Task description
Scan the entries for lines with the word "canvas", then copy those lines.
** Data for review follows **
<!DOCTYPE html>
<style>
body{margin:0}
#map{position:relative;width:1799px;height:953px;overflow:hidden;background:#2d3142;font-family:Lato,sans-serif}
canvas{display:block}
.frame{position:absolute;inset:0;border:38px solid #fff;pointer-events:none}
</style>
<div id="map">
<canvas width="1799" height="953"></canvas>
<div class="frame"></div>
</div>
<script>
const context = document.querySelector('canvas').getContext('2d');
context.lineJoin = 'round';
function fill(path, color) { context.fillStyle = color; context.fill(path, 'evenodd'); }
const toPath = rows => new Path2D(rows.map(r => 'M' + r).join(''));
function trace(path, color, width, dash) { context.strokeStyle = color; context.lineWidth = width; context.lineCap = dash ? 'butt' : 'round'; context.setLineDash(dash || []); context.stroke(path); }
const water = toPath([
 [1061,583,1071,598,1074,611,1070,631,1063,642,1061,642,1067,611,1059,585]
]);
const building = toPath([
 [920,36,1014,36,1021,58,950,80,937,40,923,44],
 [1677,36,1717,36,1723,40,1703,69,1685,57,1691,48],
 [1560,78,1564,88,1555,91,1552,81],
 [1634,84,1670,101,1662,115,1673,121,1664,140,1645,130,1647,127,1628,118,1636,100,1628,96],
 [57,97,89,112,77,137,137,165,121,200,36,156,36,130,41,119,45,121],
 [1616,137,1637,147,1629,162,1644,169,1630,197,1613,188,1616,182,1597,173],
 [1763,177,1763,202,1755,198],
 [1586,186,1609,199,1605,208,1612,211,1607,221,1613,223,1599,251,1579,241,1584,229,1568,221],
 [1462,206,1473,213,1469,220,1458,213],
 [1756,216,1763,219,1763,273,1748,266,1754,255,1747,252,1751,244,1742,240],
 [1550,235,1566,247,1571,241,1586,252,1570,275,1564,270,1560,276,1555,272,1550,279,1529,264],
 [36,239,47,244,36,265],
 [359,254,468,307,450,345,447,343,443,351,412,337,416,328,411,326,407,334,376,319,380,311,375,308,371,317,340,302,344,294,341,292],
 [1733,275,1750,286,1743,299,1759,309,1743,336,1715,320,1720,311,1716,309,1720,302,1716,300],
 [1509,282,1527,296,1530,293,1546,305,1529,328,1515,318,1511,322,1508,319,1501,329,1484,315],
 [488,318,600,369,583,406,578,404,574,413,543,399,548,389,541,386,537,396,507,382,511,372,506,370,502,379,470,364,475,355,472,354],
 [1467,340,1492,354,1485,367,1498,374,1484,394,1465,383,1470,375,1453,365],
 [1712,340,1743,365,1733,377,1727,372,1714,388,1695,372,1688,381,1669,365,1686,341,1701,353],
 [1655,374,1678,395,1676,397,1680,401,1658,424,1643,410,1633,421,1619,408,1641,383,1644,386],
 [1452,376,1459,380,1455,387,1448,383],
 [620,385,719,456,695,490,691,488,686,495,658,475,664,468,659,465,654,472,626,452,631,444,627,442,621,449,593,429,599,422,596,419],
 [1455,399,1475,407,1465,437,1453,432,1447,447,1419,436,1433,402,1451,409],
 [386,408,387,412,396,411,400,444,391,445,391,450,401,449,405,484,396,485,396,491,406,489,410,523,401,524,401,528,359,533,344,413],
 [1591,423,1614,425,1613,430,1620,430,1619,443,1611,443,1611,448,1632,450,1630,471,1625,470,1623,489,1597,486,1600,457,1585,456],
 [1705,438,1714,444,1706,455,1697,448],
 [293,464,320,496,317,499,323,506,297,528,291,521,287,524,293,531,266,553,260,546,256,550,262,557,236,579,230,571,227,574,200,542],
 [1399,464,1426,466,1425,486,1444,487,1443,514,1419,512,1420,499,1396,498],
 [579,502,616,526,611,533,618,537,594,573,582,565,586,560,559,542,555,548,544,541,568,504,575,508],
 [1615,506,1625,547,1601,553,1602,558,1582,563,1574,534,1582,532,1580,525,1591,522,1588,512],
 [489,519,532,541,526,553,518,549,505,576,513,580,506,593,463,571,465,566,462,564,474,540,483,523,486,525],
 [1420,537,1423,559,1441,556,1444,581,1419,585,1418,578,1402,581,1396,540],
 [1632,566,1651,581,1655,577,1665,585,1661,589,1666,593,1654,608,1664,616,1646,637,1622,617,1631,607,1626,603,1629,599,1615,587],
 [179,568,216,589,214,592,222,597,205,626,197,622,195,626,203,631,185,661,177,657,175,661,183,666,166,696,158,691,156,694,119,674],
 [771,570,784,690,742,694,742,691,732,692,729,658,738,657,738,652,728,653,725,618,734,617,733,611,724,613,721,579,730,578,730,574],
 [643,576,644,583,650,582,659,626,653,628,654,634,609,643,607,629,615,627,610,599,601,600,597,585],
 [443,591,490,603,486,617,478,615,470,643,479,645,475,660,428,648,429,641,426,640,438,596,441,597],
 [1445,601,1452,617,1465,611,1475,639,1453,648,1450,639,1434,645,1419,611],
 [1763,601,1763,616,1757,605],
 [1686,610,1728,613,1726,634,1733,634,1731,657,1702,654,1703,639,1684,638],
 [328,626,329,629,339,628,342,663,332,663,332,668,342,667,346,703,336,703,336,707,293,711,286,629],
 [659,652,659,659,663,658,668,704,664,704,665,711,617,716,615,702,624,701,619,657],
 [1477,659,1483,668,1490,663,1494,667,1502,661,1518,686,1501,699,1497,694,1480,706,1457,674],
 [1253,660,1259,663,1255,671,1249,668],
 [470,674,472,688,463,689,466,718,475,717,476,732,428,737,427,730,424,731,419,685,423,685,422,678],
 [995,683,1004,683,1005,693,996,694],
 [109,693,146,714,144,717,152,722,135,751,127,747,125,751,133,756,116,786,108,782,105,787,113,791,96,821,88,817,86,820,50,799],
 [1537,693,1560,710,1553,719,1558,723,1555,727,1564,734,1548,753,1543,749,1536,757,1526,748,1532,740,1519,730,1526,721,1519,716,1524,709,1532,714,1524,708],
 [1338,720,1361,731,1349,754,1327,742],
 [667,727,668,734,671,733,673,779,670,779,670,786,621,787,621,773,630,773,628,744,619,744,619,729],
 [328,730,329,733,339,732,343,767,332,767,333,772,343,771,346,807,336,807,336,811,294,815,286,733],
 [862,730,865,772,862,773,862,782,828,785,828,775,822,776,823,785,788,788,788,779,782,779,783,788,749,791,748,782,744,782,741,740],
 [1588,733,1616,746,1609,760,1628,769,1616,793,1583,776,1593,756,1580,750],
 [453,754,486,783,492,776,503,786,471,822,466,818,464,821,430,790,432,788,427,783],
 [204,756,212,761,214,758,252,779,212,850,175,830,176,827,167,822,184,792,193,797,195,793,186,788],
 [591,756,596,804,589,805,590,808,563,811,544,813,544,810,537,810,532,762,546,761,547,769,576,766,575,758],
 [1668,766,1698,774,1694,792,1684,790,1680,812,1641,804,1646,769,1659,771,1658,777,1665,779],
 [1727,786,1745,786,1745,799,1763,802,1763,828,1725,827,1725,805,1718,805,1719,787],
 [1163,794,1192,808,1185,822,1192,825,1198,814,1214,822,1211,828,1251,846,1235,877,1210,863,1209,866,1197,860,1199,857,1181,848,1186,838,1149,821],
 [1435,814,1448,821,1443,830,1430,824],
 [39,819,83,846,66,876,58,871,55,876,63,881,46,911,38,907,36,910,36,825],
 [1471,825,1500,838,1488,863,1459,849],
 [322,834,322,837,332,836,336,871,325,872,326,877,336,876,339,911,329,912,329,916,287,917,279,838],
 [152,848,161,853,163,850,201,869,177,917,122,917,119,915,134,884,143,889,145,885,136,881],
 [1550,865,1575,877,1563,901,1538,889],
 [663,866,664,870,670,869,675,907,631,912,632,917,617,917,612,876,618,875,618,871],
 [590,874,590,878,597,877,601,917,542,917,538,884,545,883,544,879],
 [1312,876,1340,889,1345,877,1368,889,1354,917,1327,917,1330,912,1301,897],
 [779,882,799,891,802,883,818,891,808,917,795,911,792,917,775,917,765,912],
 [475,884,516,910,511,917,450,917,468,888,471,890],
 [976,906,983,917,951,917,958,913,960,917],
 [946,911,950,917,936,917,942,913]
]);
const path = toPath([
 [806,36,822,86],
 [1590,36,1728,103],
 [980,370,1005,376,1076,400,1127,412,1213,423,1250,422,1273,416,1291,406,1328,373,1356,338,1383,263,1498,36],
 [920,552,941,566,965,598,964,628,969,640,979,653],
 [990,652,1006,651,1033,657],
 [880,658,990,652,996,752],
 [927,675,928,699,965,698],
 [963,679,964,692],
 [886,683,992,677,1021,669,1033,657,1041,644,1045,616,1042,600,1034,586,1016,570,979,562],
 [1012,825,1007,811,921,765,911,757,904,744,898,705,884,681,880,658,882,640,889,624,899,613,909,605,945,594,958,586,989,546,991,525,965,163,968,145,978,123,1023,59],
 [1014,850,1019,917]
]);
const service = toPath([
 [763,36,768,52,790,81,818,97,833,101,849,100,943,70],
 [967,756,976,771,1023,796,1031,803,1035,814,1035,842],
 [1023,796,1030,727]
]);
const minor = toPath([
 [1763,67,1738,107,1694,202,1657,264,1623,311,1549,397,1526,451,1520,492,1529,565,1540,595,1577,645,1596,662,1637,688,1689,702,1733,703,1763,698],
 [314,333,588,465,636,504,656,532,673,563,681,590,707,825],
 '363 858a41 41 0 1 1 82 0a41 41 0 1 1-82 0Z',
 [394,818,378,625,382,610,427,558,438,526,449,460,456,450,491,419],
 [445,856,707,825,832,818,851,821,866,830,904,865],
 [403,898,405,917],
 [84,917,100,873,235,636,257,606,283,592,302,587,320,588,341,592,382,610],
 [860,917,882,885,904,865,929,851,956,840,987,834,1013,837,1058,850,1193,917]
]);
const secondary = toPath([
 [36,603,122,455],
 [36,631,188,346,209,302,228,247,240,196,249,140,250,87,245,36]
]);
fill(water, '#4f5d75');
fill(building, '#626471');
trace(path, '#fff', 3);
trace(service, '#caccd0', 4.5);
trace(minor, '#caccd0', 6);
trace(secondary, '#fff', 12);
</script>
** End of Data for review **
Answer to this problem
canvas{display:block}
<canvas width="1799" height="953"></canvas>
const context = document.querySelector('canvas').getContext('2d');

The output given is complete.